--- GIVEN MATERIAL Enclosed Below ---

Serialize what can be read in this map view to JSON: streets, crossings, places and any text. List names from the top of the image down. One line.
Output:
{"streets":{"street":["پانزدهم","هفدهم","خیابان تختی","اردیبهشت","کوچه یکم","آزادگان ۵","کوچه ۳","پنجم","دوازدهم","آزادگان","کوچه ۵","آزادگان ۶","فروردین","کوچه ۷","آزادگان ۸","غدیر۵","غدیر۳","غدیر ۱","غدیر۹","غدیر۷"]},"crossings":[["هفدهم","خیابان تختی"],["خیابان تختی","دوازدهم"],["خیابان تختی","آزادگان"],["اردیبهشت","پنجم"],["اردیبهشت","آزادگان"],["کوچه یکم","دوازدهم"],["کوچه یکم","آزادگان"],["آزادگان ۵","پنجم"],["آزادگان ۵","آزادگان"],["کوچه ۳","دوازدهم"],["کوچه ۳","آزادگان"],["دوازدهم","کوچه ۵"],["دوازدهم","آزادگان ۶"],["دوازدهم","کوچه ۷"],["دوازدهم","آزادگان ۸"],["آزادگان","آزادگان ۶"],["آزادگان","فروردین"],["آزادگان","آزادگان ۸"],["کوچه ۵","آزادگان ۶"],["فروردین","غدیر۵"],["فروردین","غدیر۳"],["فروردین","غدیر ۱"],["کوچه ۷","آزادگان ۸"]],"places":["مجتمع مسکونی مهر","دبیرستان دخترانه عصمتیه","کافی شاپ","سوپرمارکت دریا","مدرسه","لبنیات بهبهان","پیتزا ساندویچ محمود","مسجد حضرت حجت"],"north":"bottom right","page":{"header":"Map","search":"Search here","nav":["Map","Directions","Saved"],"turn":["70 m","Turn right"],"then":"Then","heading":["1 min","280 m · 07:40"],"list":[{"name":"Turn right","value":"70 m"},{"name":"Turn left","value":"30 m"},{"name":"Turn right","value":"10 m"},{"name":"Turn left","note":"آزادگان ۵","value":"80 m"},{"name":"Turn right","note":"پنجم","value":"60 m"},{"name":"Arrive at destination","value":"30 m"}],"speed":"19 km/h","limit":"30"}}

--- End of Enclosed GIVEN MATERIAL ---

— EXERCISE —
Transcribe the material in full; every line must match exactly.

— ANSWER TO THIS TASK —
Serialize what can be read in this map view to JSON: streets, crossings, places and any text. List names from the top of the image down. One line.
Output:
{"streets":{"street":["پانزدهم","هفدهم","خیابان تختی","اردیبهشت","کوچه یکم","آزادگان ۵","کوچه ۳","پنجم","دوازدهم","آزادگان","کوچه ۵","آزادگان ۶","فروردین","کوچه ۷","آزادگان ۸","غدیر۵","غدیر۳","غدیر ۱","غدیر۹","غدیر۷"]},"crossings":[["هفدهم","خیابان تختی"],["خیابان تختی","دوازدهم"],["خیابان تختی","آزادگان"],["اردیبهشت","پنجم"],["اردیبهشت","آزادگان"],["کوچه یکم","دوازدهم"],["کوچه یکم","آزادگان"],["آزادگان ۵","پنجم"],["آزادگان ۵","آزادگان"],["کوچه ۳","دوازدهم"],["کوچه ۳","آزادگان"],["دوازدهم","کوچه ۵"],["دوازدهم","آزادگان ۶"],["دوازدهم","کوچه ۷"],["دوازدهم","آزادگان ۸"],["آزادگان","آزادگان ۶"],["آزادگان","فروردین"],["آزادگان","آزادگان ۸"],["کوچه ۵","آزادگان ۶"],["فروردین","غدیر۵"],["فروردین","غدیر۳"],["فروردین","غدیر ۱"],["کوچه ۷","آزادگان ۸"]],"places":["مجتمع مسکونی مهر","دبیرستان دخترانه عصمتیه","کافی شاپ","سوپرمارکت دریا","مدرسه","لبنیات بهبهان","پیتزا ساندویچ محمود","مسجد حضرت حجت"],"north":"bottom right","page":{"header":"Map","search":"Search here","nav":["Map","Directions","Saved"],"turn":["70 m","Turn right"],"then":"Then","heading":["1 min","280 m · 07:40"],"list":[{"name":"Turn right","value":"70 m"},{"name":"Turn left","value":"30 m"},{"name":"Turn right","value":"10 m"},{"name":"Turn left","note":"آزادگان ۵","value":"80 m"},{"name":"Turn right","note":"پنجم","value":"60 m"},{"name":"Arrive at destination","value":"30 m"}],"speed":"19 km/h","limit":"30"}}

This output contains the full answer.